Military Administrator of Enugu State
- In office 22 August 1996 – August 1998
- Preceded by: Mike Torey
- Succeeded by: Adewunmi Agbaje

Personal details
- Spouse: Hapsatu Hamza Mohammad
- Children: 5

Military service
- Allegiance: Nigeria
- Branch/service: Nigerian Army
- Rank: Colonel

= Sule Ahman =

Nigerian army officer

Sule M. Ahman is a retired army officer who was appointed Military Administrator of Enugu State, Nigeria from August 1996 to August 1998 during the military regime of general Sani Abacha.

During the military coup of 27 August 1985, when General Ibrahim Babangida became head of state, Major Sule Ahman lent support in his position in Supply and Transport in the Ikeja Cantonment.
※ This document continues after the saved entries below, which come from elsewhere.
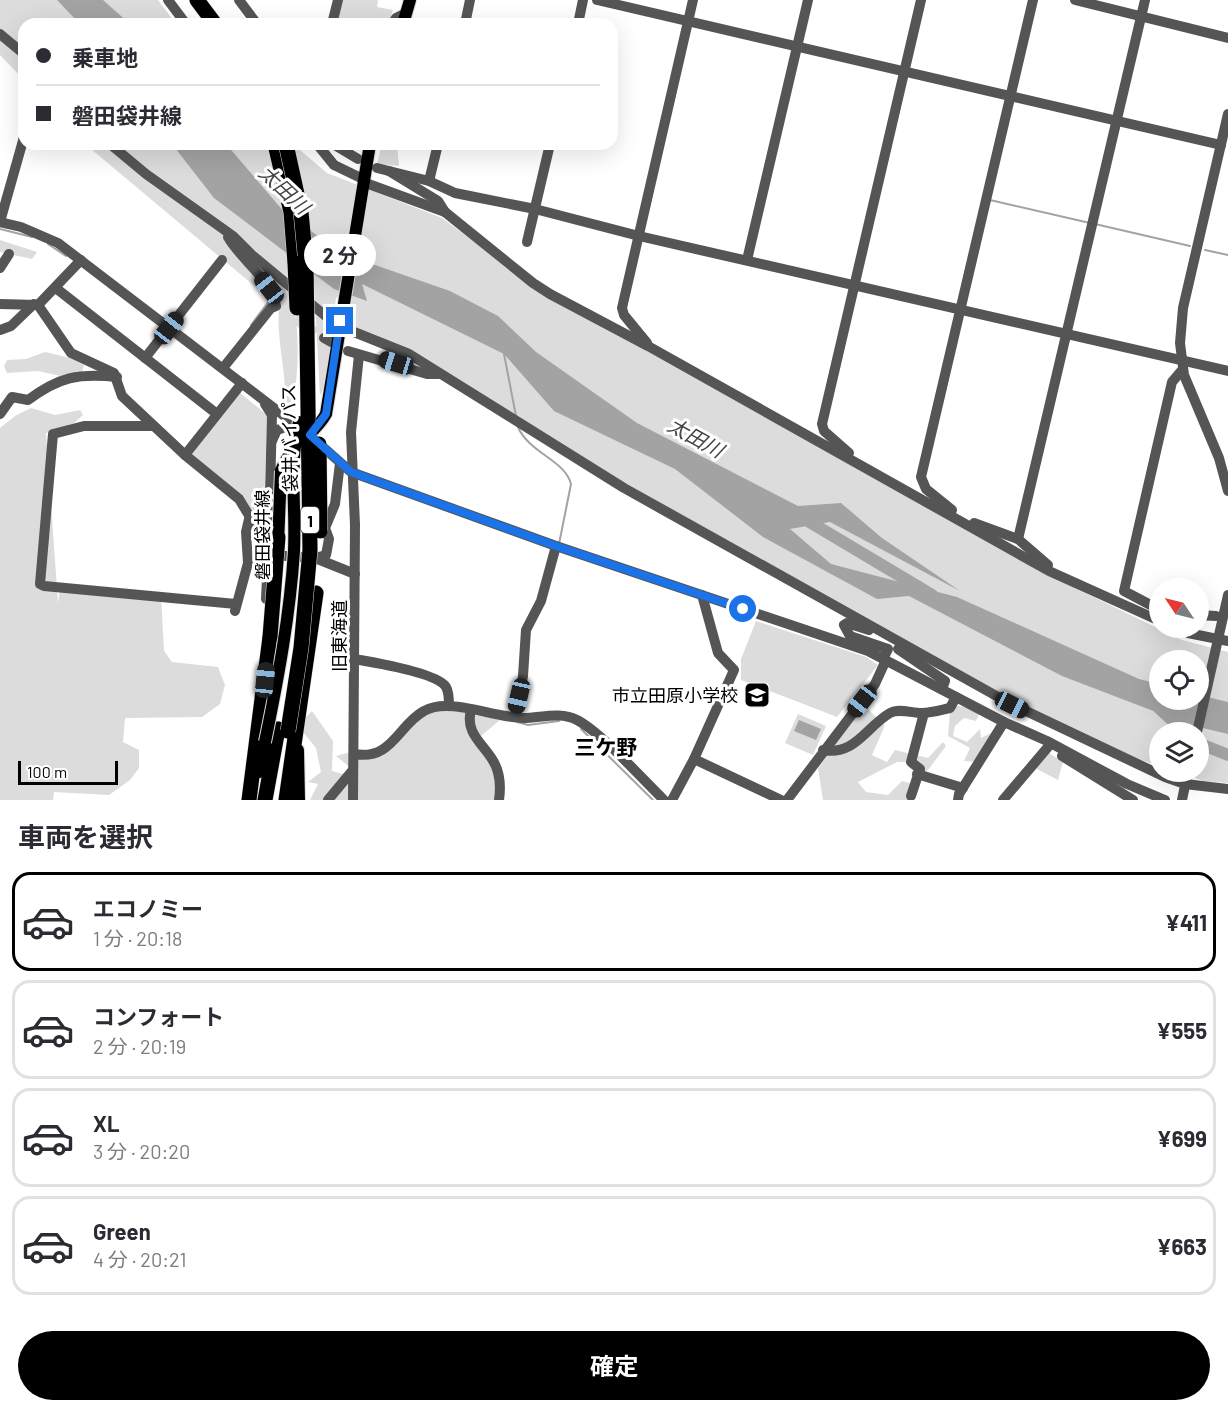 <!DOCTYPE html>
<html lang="ja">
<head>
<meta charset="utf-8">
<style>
  body { margin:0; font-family:Barlow,"Noto Sans JP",sans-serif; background:#f7f7f7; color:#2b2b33; height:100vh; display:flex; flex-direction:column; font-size:22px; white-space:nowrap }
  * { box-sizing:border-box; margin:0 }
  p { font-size:20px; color:#7c7c81 }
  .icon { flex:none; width:33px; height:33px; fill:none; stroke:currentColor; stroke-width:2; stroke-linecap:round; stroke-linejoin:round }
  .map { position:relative; height:800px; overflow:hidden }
  .sheet { display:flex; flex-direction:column; background:#fff; flex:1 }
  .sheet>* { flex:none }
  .banner { position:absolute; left:18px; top:18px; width:600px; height:132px; border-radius:18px; box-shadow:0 6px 24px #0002; display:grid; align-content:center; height:132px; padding:0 18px; background:#fff }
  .needle { width:39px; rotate:305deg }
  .tools { position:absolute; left:1149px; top:578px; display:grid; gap:12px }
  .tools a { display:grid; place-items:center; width:60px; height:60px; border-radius:50%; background:#fff; box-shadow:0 6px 24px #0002; font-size:30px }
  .scale { position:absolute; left:18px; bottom:15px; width:100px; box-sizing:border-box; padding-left:6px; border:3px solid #000; border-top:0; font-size:16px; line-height:21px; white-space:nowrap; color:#000; -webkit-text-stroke:4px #fff; paint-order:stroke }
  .end { position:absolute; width:27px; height:27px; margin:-14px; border:8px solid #1a73e8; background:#fff; box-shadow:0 0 0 3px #fff }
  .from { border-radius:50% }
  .bubble { position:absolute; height:42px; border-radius:21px; background:#fff; box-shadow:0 6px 24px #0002; font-size:20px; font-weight:700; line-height:42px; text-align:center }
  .car { position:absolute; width:18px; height:36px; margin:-18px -9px; border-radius:8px; box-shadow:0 0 4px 2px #0007; background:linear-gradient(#222 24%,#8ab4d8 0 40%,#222 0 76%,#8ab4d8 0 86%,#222 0) }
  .banner b { display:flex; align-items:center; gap:21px; height:57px; font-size:22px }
  .banner b+b { border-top:2px solid #e1e1e2 }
  .banner i { width:15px; height:15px; background:#2b2b33 }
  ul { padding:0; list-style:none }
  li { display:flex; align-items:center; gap:18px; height:99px; margin:0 12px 9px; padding:0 6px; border:3px solid #e1e1e2; border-radius:18px }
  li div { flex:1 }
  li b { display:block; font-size:22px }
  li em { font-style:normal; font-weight:700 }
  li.current { border-color:#000 }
  li>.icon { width:54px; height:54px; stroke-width:1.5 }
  h2 { padding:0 18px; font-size:27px; line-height:72px }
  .action { display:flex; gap:12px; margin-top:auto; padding:12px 18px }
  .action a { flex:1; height:69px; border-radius:36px; background:#000; color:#fff; font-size:24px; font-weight:700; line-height:69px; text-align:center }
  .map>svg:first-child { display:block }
  .green { fill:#dcdcdc; fill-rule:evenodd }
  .water { fill:#a3a3a3 }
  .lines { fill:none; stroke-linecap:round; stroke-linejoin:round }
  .stream { stroke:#a3a3a3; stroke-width:2 }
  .river { stroke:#a3a3a3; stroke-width:12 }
  .minor-tunnel { stroke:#d9d9d9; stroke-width:10; stroke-dasharray:10 5; stroke-linecap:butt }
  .major-casing { stroke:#dbdbdb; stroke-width:14 }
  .highway-casing { stroke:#dbdbdb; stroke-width:16 }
  .minor { stroke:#555; stroke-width:10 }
  .major { stroke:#000; stroke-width:12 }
  .highway { stroke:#000; stroke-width:15 }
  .major-bridge-casing { stroke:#dbdbdb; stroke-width:14; stroke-linecap:butt }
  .highway-bridge-casing { stroke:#dbdbdb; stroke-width:16; stroke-linecap:butt }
  .major-bridge { stroke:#000; stroke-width:12 }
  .highway-bridge { stroke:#000; stroke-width:15 }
  .route { stroke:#1a73e8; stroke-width:8 }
  .labels { text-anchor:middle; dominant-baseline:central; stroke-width:6; stroke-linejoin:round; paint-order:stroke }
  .shield { fill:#fff; stroke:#4c4c4c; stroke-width:1.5 }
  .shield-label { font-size:16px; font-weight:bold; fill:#000 }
  .street-label { font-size:18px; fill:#000; stroke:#fff }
  .poi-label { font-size:18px; fill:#000; stroke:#fff; text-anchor:end }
  .water-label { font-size:20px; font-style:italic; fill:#444; stroke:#fff }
  .quarter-label { font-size:21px; font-weight:bold; fill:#000; stroke:#fff }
</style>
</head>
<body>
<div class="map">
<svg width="1228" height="800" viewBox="0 0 1228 800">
  <rect width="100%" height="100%" fill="#fff"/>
  <g class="green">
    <path d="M0 0H158L176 24H24V80L0 55Z"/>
    <path d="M343 0H378L377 7 393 10 388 24H336Z"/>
    <path d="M85 144H293L327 173 442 218 541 291 1077 589 1182 640 1228 652V783L1204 781 1175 771H1198V732H1160L1159 766 1102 747 1012 705 754 560 409 354 348 326 350 306 336 297 326 383 320 396 314 284 288 289C302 319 299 379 291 411L285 405C287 365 272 331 282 291L264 294ZM1160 660H1198V699H1160Z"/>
    <path d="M382 144H397L399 166 377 164Z"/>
    <path d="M0 240 37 252 32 259 0 252Z"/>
    <path d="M45 352 70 358 84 365 82 373 70 378 38 371 7 373 4 366 7 360 26 359Z"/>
    <path d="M239 392 267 415 264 515H255L192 455Z"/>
    <path d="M31 408 55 415 80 410 83 415 74 423 46 433 58 603 60 587 161 597 164 651 172 662 218 667 225 685 220 704 202 717 125 718 123 742 139 750V768L130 780 109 795 54 792 53 800H0V428L15 416Z"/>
    <path d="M756 621 866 657 878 665 837 717 741 680V659Z"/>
    <path d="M862 703 880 721 878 723 885 725 872 755 887 762 895 750 928 758 943 742 946 746 925 774 911 762H897L858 782 866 792 888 795 902 781 914 784 913 800H823L818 768Z"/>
    <path d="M953 705 981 710 976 721 964 718 955 726 953 736 967 742 980 729 981 738 991 733 977 762 964 761 970 748 948 736 950 712Z"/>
    <path d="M435 707 500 720 476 740 494 764 499 800H310L318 784 308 782 321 772 316 748 303 732 306 717 312 711 333 741 332 771 342 774 352 769 336 756 347 753 364 756Z"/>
    <path d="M798 714 826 726 813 755 785 743Z"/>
    <path d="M1049 753 1063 762 1058 780 1035 768Z"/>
  </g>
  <g class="water">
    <path d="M57 0H103L130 24H80Z"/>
    <path d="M172 144H226L327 262 375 265 450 291 498 316 536 352 637 423 798 506 841 503 882 538 960 591 830 522 790 529 831 564 957 597 1139 679 1159 684 1160 699H1198L1199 695 1228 702V734L1190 725 1062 676 909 596 877 599 763 537 675 469 554 411 504 354 362 284 367 301 334 289 214 198Z"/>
    <path d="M799 720 821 729 816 740 794 731Z"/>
  </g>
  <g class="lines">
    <g class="stream">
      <path d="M990 200 1090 223"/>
      <path d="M1095 224 1190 246"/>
      <path d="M0 229 32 237"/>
      <path d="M48 244 66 256"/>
      <path d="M1205 250 1228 255"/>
      <path d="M251 325 269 301"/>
      <path d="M504 354 516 416"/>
      <path d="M518 427C529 453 565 460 571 484L559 544"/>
      <path d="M517 722 528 725 559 721"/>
      <path d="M581 729 653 800"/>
    </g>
    <g class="river">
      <path d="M301 231 357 272"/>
      <path d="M803 518 932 595"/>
      <path d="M1159 708 1185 732"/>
      <path d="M1198 743 1228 755"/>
    </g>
    <path class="minor-tunnel" d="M295 319 324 338"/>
    <g class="major-casing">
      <g id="major">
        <path d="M403 24 410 0"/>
        <path d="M281 471C290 445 314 436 326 414L370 144"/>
        <path d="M298 750 299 800"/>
        <path d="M259 772 265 742"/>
      </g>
    </g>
    <g class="highway-casing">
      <g id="highway">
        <path d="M197 0 215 24"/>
        <path d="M275 144 291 212 295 263"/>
        <path d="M249 800 270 637"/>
        <path d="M265 800 278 729"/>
        <path d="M286 800 316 593"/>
      </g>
    </g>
    <g class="minor">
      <path d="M168 0 186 24"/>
      <path d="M239 0 257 24"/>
      <path d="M597 0 1221 145"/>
      <path d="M1075 0 1228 38"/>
      <path d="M332 24 338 0"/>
      <path d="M392 24 396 18 406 13"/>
      <path d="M465 24 470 0"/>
      <path d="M578 24 583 0"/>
      <path d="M0 34 24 54"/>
      <path d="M1228 114 1183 308 1180 343 1184 375 1219 458 1228 491"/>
      <path d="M110 144 146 174 233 236 252 255 328 318 340 321"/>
      <path d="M317 144 334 165 363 179"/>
      <path d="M333 144 358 159"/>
      <path d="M377 168 429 181 455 193 535 209 639 236 1228 371"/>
      <path d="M389 171 438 201 445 212 533 283 550 294 648 346 1049 571 1160 621"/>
      <path d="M429 181 438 144"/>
      <path d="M363 182 445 212"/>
      <path d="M0 222 21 227 58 243 304 431"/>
      <path d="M0 222 24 137"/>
      <path d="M527 242 550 144"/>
      <path d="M747 260 808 0"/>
      <path d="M0 268 9 254"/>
      <path d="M57 289 217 414"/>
      <path d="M0 304 38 305 71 353 114 373 122 396 185 455 239 499 253 522 269 533 266 599"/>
      <path d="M38 305 81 260"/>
      <path d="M339 326 409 354 624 488 1009 703 1165 777 1185 784 1228 789"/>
      <path d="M0 330 11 326 34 304"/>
      <path d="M324 338 331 342"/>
      <path d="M647 343 624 315 622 308 693 0"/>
      <path d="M348 351 427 374H440"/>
      <path d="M145 358 222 260"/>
      <path d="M223 368 271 308 276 306C272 280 241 260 228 237"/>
      <path d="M265 404 272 415 269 533"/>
      <path d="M0 414 12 397 28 400C59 377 78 373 117 377"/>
      <path d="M152 426H84L53 434 40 584 44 586 236 604"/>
      <path d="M272 441 277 430 295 424"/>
      <path d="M316 441 351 472 556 546 868 651 1004 722 1047 741 1127 784 1165 800"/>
      <path d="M849 453 824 431 822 424 921 0"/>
      <path d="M185 455 242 383"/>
      <path d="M952 510 926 489 921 477 1033 0"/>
      <path d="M974 523 1018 539 1048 565"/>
      <path d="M1018 539 1145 0"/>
      <path d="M272 555 315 558 355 574"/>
      <path d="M315 558 326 555 329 539 325 528 335 504 340 463"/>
      <path d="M1160 610 1124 591 1172 382 1183 369"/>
      <path d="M235 611 248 563 246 532 250 515"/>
      <path d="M1198 615 1216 616"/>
      <path d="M1174 627 1188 633 1228 641"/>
      <path d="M869 630 847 623 844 625 850 636 888 649 883 659"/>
      <path d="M898 649 945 681 942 689"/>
      <path d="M354 659C372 662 438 673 446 687 449 692 449 700 449 706"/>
      <path d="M471 710C465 732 481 742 492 759 500 771 501 786 499 800"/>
      <path d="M515 717 523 676 526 630 541 601 556 546"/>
      <path d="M1197 732 1228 595"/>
      <path d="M823 750C855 756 866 727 890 713 899 708 911 713 922 713 931 713 941 710 950 708L956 697"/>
      <path d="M354 754C392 761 398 725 424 711 431 707 439 706 446 706 472 706 497 717 523 718 541 718 560 711 577 720 602 733 642 779 664 800"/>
      <path d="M1062 756 1133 800"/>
      <path d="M694 759 781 800"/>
      <path d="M917 774 963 788"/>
      <path d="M911 796 920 769 911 762 924 713"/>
      <path d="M328 800 353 770"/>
      <path d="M353 800 355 525 351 432 359 355"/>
      <path d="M672 800 694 759 734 670 718 653 702 595"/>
      <path d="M787 800 875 684 886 660"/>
      <path d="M958 800 959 794 1004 722"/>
      <path d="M1003 800 1048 747"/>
      <path d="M1182 800 1188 771"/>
    </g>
    <use href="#major" class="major"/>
    <use href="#highway" class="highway"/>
    <g class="major-bridge-casing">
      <g id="major-bridge">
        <path d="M278 544 281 471"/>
        <path d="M265 742C278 679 290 615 294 551 296 508 289 463 299 422"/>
      </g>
    </g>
    <g class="highway-bridge-casing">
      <g id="highway-bridge">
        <path d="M286 144 301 212 306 264 310 550 301 648 288 731"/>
        <path d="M295 263 297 308"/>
        <path d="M319 444 320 531"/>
        <path d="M270 637 278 537"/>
      </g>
    </g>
    <use href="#major-bridge" class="major-bridge"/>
    <use href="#highway-bridge" class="highway-bridge"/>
  </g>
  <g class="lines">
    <path class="route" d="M340 321 326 414 310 435 351 472 556 546 743 609"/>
  </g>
  <defs>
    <g id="school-square" transform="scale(1.35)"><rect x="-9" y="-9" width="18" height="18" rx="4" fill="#000" stroke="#fff"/><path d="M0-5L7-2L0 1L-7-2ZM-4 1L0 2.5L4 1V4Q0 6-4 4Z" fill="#fff"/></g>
  </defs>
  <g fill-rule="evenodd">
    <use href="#school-square" x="757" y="695"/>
  </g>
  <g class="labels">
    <rect class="shield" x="301" y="507" width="18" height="26" rx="4.5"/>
    <g class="shield-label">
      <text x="310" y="520">1</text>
    </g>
    <g class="street-label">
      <text transform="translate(289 438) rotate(-91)">袋井バイパス</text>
      <text transform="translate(262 535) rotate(-90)">磐田袋井線</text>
      <text transform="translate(339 636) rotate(-90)">旧東海道</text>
    </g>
    <g class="poi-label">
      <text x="738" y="695">市立田原小学校</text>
    </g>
    <g class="water-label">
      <text transform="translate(285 189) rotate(43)">太田川</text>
      <text transform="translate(696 437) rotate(29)">太田川</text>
    </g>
    <g class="quarter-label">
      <text x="606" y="746">三ケ野</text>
    </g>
  </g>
</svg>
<div class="tools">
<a><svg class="needle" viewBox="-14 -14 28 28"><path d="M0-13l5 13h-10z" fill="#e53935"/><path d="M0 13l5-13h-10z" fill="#7c7c81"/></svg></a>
<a><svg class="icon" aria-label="locate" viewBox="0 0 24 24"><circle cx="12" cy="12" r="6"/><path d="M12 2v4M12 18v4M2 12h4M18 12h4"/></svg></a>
<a><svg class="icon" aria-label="layers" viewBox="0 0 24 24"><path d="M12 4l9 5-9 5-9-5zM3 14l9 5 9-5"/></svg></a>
</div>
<div class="scale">100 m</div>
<i class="end from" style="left:743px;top:609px"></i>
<i class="end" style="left:340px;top:321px"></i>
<div class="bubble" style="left:304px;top:234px;width:72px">2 分</div>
<i class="car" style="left:269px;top:288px;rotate:322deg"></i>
<i class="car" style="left:169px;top:328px;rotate:38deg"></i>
<i class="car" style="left:396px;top:363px;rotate:287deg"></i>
<i class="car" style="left:265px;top:680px;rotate:6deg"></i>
<i class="car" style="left:519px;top:696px;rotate:193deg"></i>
<i class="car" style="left:862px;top:701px;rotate:218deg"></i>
<i class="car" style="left:1012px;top:705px;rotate:117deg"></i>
<div class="banner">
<b><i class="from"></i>乗車地</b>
<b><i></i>磐田袋井線</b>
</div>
</div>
<section class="sheet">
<h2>車両を選択</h2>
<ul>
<li class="current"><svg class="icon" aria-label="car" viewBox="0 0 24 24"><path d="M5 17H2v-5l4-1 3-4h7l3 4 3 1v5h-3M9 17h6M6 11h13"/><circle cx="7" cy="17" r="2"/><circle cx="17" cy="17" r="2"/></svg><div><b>エコノミー</b><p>1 分 · 20:18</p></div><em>¥411</em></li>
<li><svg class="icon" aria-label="car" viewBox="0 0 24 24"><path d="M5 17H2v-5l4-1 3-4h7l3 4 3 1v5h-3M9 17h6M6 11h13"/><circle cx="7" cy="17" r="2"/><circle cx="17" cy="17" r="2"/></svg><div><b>コンフォート</b><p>2 分 · 20:19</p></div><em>¥555</em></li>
<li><svg class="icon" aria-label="car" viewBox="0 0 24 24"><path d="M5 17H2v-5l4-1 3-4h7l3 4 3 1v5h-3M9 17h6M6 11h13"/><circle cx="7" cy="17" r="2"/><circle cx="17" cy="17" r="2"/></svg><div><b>XL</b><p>3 分 · 20:20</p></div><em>¥699</em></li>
<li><svg class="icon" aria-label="car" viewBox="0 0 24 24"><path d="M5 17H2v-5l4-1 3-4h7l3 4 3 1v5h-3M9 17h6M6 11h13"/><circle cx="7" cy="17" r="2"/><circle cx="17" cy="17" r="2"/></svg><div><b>Green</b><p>4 分 · 20:21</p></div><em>¥663</em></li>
</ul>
<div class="action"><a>確定</a></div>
</section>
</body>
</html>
As military administrator of Enugu State, Colonel Ahman inaugurated the 22nd General Assembly of Broadcasting Organizations of Nigeria, held in Enugu in 1997. In his address, Ahman urged the Chief Executives to help educate and enlighten the public, to ensure the success of the nation's transition programme.
Ahman initiated a policy that only indigenes should be employed in the public service of Enugu State.
Non-indigenes were summarily dismissed.
He was also responsible for a major overhaul to the charter of the Enugu State Environmental Protection Agency which his predecessor Colonel Lucky Mike Torey had established in 1995, increasing its power and the scope of its duties.